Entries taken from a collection
==================================================
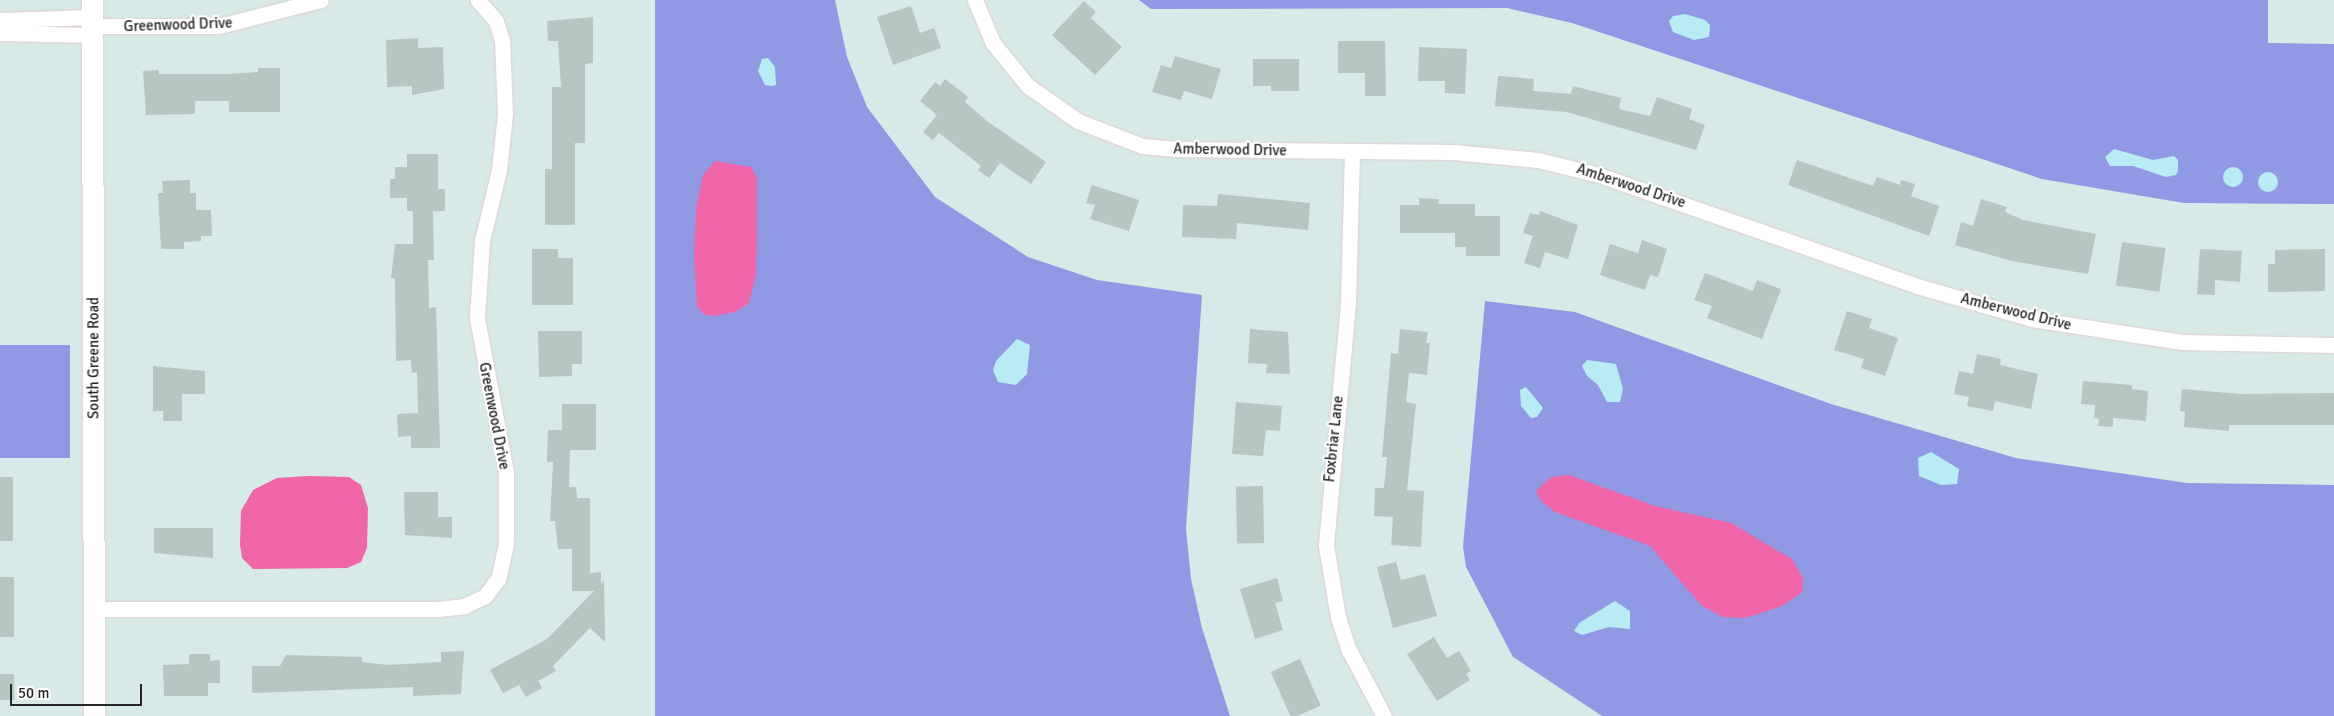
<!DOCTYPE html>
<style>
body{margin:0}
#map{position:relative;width:2334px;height:716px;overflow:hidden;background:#d7eae7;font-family:Signika,sans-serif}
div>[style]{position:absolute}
.green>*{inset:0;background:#9199e4;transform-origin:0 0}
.sand>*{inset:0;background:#b8ecf2}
.round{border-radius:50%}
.water>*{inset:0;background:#f165a9}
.building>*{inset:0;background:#b7c5c3;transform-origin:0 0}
.roads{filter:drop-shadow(0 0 1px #e1cecc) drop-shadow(0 0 1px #e1cecc)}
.street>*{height:15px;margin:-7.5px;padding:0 7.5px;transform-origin:7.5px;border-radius:7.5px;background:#fff}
.secondary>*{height:21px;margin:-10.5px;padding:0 10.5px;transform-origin:10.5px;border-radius:10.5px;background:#fff}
span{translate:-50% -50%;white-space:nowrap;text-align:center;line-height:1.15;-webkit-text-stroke:4.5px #fff;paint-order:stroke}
.street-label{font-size:15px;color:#272727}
.scale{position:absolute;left:10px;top:684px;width:132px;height:22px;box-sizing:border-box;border:2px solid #272727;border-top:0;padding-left:6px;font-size:15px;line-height:18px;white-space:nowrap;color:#272727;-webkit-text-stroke:4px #fff;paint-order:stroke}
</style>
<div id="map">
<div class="green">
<i style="clip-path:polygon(655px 0,835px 0,847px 57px,867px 107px,935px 197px,1028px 257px,1097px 280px,1202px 295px,1186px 529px,1191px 579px,1202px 628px,1230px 716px,655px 716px)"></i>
<i style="clip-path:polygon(1139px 0,2268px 0,2268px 43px,2334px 44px,2334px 204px,2184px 203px,2042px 179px,1572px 23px,1507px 8px,1151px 9px)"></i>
<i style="clip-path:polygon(1485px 301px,1575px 312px,1831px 404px,2016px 458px,2187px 483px,2334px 485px,2334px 716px,1602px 716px,1513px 657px,1466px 567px,1463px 547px)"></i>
<i style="left:0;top:345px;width:70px;height:113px"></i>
</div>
<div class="sand">
<i style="clip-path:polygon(1685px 14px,1705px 20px,1710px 25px,1709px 37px,1694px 40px,1673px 32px,1669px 21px,1673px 16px)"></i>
<i style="clip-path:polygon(768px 58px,775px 67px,776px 85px,772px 86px,765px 85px,758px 71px,762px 59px)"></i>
<i style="clip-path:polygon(2114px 149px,2153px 160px,2174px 156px,2178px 160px,2178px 171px,2176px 175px,2166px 177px,2133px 166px,2110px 166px,2105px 157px)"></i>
<i class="round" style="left:2223px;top:167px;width:20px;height:20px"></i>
<i class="round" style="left:2258px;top:172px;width:20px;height:20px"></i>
<i style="clip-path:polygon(1017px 339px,1030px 345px,1027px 374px,1016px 385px,998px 382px,993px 370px,996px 361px)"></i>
<i style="clip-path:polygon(1587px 360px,1616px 364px,1623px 389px,1620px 402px,1607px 402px,1598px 385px,1587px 376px,1582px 366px)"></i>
<i style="clip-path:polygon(1526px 387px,1543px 408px,1537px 417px,1531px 418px,1521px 406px,1520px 390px)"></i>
<i style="clip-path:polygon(1931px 452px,1959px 469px,1957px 484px,1941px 485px,1919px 476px,1918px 458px)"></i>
<i style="clip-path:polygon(1615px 601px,1630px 611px,1630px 629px,1609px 627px,1582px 635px,1574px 631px,1579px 623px)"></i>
</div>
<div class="water">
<i style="clip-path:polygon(715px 161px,751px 167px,757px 178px,757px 220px,756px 275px,749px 303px,735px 312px,714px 316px,703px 314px,697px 306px,694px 257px,696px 208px,703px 175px)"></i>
<i style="clip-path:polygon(1569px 475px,1655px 506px,1731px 523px,1792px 559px,1803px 578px,1802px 592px,1782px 606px,1745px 618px,1723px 617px,1702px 606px,1650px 546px,1555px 512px,1541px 501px,1536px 491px,1551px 477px)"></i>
<i style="clip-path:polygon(309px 476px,349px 477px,361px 485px,368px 508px,367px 548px,361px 562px,347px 568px,253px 569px,242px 558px,240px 545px,241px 511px,253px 490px,277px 478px)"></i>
</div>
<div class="building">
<i style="clip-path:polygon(1084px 1px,1096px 12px,1091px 18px,1122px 47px,1095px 75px,1052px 35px)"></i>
<i style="clip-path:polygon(911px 6px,920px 33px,934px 28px,941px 48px,893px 65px,877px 17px)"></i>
<i style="clip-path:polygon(593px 17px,593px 63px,585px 64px,585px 143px,575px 143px,575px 225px,545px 225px,545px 169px,552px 169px,552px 87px,561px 87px,558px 41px,548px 41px,547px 21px)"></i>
<i style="clip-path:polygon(418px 38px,418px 48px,443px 47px,444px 89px,412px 95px,412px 86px,387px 87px,386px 40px)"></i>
<i style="clip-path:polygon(1338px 41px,1385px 41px,1386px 96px,1365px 96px,1365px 73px,1338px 73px)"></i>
<i style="clip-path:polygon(1419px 47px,1467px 49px,1465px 94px,1445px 93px,1445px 81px,1418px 81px)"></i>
<i style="clip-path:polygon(1175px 56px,1221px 69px,1212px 99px,1184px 91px,1181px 100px,1152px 92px,1161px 65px,1171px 68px)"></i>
<i style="clip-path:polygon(1253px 59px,1299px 59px,1299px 91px,1271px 91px,1271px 86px,1253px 86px)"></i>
<i style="clip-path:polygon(258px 68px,280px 68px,280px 112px,229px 112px,229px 101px,195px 101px,195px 114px,146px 115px,143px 71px,159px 70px,159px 74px,229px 74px,258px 72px)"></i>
<i style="clip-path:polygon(1498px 76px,1534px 79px,1533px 91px,1571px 94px,1573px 86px,1621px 98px,1619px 109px,1650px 116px,1657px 97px,1692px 109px,1689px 119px,1705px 125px,1696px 150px,1567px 112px,1495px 106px)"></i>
<i style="clip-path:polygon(945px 79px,968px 97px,965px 102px,987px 121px,1046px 162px,1031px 184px,1000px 163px,989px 178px,978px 170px,981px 166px,939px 133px,933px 140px,923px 132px,937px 115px,920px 101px,935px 82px,940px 86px)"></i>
<i style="clip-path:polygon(407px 154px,438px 154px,438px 189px,445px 189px,445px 211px,433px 211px,434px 260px,428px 260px,429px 308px,436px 307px,440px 448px,411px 448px,411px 436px,398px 437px,397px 414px,418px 413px,417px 372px,412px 373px,411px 360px,396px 361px,395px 278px,391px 278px,395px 244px,413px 244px,413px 211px,407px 211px,407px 198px,390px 198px,390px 179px,395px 179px,395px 167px,407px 167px)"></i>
<i style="clip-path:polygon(1797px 160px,1873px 186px,1877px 177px,1900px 185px,1901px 180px,1915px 184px,1911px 196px,1939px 206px,1929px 236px,1788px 185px)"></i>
<i style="clip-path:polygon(190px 180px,190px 193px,196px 193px,196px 210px,211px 210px,212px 236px,201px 236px,201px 241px,184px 242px,184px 249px,161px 249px,158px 193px,163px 193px,162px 181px)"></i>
<i style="clip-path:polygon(1092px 185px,1139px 200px,1129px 231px,1090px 219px,1095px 205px,1086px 203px)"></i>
<i style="clip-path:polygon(1218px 194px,1310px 203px,1308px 230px,1237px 223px,1236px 239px,1182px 237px,1183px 205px,1217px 206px)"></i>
<i style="clip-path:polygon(1419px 198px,1439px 199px,1438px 204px,1475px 204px,1475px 216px,1500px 216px,1500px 256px,1466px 256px,1466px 247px,1455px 247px,1455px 233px,1400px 233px,1400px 205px,1419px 205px)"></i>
<i style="clip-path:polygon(1981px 199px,2007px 207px,2005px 212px,2023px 220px,2096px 234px,2088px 274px,2012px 261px,1955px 245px,1961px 222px,1973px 226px)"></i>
<i style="clip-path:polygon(1540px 211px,1578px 225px,1568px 259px,1545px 252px,1540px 268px,1524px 263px,1533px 236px,1523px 233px,1530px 213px,1539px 215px)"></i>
<i style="clip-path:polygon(1642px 240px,1667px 249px,1658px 277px,1650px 275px,1645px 290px,1600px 275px,1610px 244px,1638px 253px)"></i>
<i style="left:2122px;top:242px;width:44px;height:44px;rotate:8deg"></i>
<i style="clip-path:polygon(532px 249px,558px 249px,558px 258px,573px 258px,573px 305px,532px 305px)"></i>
<i style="clip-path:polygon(2200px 249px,2242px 251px,2240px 282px,2215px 280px,2215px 295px,2197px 294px)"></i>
<i style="clip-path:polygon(2325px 249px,2325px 291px,2268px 292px,2268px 264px,2275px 264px,2275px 250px)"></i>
<i style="clip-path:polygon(1705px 273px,1753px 291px,1757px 280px,1781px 289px,1762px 339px,1707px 318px,1712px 306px,1694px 300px)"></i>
<i style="clip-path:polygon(1847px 311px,1872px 319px,1869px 328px,1898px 338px,1885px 376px,1861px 368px,1864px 359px,1834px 350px)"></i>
<i style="clip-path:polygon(1250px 329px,1288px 332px,1290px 374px,1266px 373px,1267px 364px,1248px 363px)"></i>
<i style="clip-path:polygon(1400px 329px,1428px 332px,1426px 343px,1430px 343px,1427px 375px,1409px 373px,1406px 402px,1416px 404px,1407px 490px,1424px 491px,1421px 547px,1391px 545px,1393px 517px,1374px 516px,1375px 488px,1384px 488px,1387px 457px,1382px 457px,1391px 353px,1398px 354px)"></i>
<i style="clip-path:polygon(538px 331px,582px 331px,582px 364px,572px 364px,572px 376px,539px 377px)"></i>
<i style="clip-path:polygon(1977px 354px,2001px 359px,2000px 365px,2038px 374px,2031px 409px,1995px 401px,1993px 411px,1967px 406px,1969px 397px,1954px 394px,1959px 371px,1973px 374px)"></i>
<i style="clip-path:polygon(153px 366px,205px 371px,205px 394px,182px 394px,182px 421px,163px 421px,163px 411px,153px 411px)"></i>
<i style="clip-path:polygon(2083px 381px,2132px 385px,2132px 389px,2148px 391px,2146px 421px,2113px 418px,2113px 427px,2098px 426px,2099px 419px,2094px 418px,2095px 405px,2081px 404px)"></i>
<i style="clip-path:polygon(2182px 389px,2240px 394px,2334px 393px,2334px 425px,2229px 425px,2229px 431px,2184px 427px,2185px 412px,2180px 411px)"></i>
<i style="clip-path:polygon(1236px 402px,1282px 406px,1280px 431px,1266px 430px,1263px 456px,1232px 454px)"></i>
<i style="clip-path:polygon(562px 404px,596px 404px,596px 450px,570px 450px,569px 487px,576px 487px,577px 498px,590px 498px,590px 573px,601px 572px,601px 584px,604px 580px,605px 642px,590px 628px,553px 666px,556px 671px,538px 681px,542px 688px,526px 697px,519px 685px,503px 693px,490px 670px,547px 639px,594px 591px,572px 591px,572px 549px,558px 549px,555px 521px,550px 521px,553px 462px,547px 462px,548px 430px,562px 430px)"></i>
<i style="left:0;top:477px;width:13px;height:64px"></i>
<i style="left:1263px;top:486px;width:57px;height:27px;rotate:89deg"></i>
<i style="clip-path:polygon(404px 492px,438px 492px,438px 517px,452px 517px,452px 538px,405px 535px)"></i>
<i style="clip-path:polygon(154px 528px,213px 528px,213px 558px,154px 553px)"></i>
<i style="clip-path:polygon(1396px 562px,1401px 580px,1425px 574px,1437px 616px,1393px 628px,1377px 567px)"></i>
<i style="left:0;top:577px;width:14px;height:60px"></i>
<i style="clip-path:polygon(1277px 578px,1283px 601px,1275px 603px,1283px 630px,1255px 639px,1240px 589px)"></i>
<i style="clip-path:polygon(1434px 637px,1447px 658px,1459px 651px,1471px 671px,1466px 674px,1470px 680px,1437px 701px,1407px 654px)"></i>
<i style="clip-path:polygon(464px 651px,461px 694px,413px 696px,413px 687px,252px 693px,252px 666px,280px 666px,286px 655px,362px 657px,362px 662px,388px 665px,441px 662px,441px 652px)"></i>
<i style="clip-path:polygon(189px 654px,210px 654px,210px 661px,220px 660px,220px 683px,208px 683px,208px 696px,164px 696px,163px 665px,189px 664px)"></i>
<i style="left:1300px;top:659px;width:51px;height:32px;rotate:66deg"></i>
<i style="left:0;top:674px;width:14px;height:26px"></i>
</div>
<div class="roads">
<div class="street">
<i style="left:975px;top:0;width:47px;rotate:67.3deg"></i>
<i style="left:993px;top:43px;width:55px;rotate:50.9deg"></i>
<i style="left:1028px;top:86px;width:61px;rotate:35deg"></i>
<i style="left:1078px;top:121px;width:69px;rotate:21.3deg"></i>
<i style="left:1142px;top:146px;width:35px;rotate:5deg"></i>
<i style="left:1177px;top:149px;width:276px;rotate:0.6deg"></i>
<i style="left:1453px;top:152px;width:85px;rotate:5.4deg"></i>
<i style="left:1538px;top:160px;width:63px;rotate:13.8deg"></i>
<i style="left:1599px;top:175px;width:337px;rotate:19.2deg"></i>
<i style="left:1917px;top:286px;width:120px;rotate:16deg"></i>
<i style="left:2032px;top:319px;width:152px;rotate:8.7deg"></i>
<i style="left:2182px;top:342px;width:152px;rotate:1.1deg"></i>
<i style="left:0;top:20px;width:93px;rotate:-1.8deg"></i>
<i style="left:93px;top:26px;width:126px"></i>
<i style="left:219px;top:26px;width:105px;rotate:-14.3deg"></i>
<i style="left:0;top:33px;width:93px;rotate:1.2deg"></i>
<i style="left:1352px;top:151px;width:152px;rotate:91.5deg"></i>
<i style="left:1348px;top:303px;width:244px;rotate:95.2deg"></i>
<i style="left:1326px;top:546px;width:72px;rotate:80.4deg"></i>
<i style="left:1338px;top:617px;width:35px;rotate:72deg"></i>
<i style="left:1349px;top:650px;width:75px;rotate:62.1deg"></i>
<i style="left:95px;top:609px;width:342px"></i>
<i style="left:437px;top:609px;width:27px;rotate:-6deg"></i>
<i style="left:464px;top:606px;width:23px;rotate:-25deg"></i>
<i style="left:485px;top:596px;width:21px;rotate:-53deg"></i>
<i style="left:498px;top:579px;width:37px;rotate:-77deg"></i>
<i style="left:506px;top:543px;width:71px;rotate:-90deg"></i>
<i style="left:506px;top:472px;width:157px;rotate:-100.7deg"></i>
<i style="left:477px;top:318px;width:77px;rotate:-86.3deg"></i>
<i style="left:482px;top:241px;width:73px;rotate:-76.5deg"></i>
<i style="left:499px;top:170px;width:56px;rotate:-83.9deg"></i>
<i style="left:505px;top:114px;width:74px;rotate:-92.3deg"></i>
<i style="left:502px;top:40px;width:20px;rotate:-108deg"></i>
<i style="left:496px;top:21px;width:28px;rotate:-131deg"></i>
</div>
<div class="secondary">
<i style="left:92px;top:0;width:716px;rotate:89.84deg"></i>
</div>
</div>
<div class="street-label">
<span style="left:178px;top:25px;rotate:-2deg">Greenwood Drive</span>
<span style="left:1230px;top:150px;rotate:1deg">Amberwood Drive</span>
<span style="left:1631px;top:186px;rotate:18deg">Amberwood Drive</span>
<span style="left:2016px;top:312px;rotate:14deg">Amberwood Drive</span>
<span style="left:94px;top:358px;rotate:-90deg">South Greene Road</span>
<span style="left:494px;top:416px;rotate:79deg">Greenwood Drive</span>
<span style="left:1334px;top:439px;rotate:-84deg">Foxbriar Lane</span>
</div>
<div class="scale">50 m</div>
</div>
==================================================
> **EXERCISE REQUIREMENTS**
Leave out the pictures. Return exactly the lines from the first line of the records to the line bearing "1px #e1cecc) drop-shadow(0", inclusive.

> **ANSWER SPACE**
<!DOCTYPE html>
<style>
body{margin:0}
#map{position:relative;width:2334px;height:716px;overflow:hidden;background:#d7eae7;font-family:Signika,sans-serif}
div>[style]{position:absolute}
.green>*{inset:0;background:#9199e4;transform-origin:0 0}
.sand>*{inset:0;background:#b8ecf2}
.round{border-radius:50%}
.water>*{inset:0;background:#f165a9}
.building>*{inset:0;background:#b7c5c3;transform-origin:0 0}
.roads{filter:drop-shadow(0 0 1px #e1cecc) drop-shadow(0 0 1px #e1cecc)}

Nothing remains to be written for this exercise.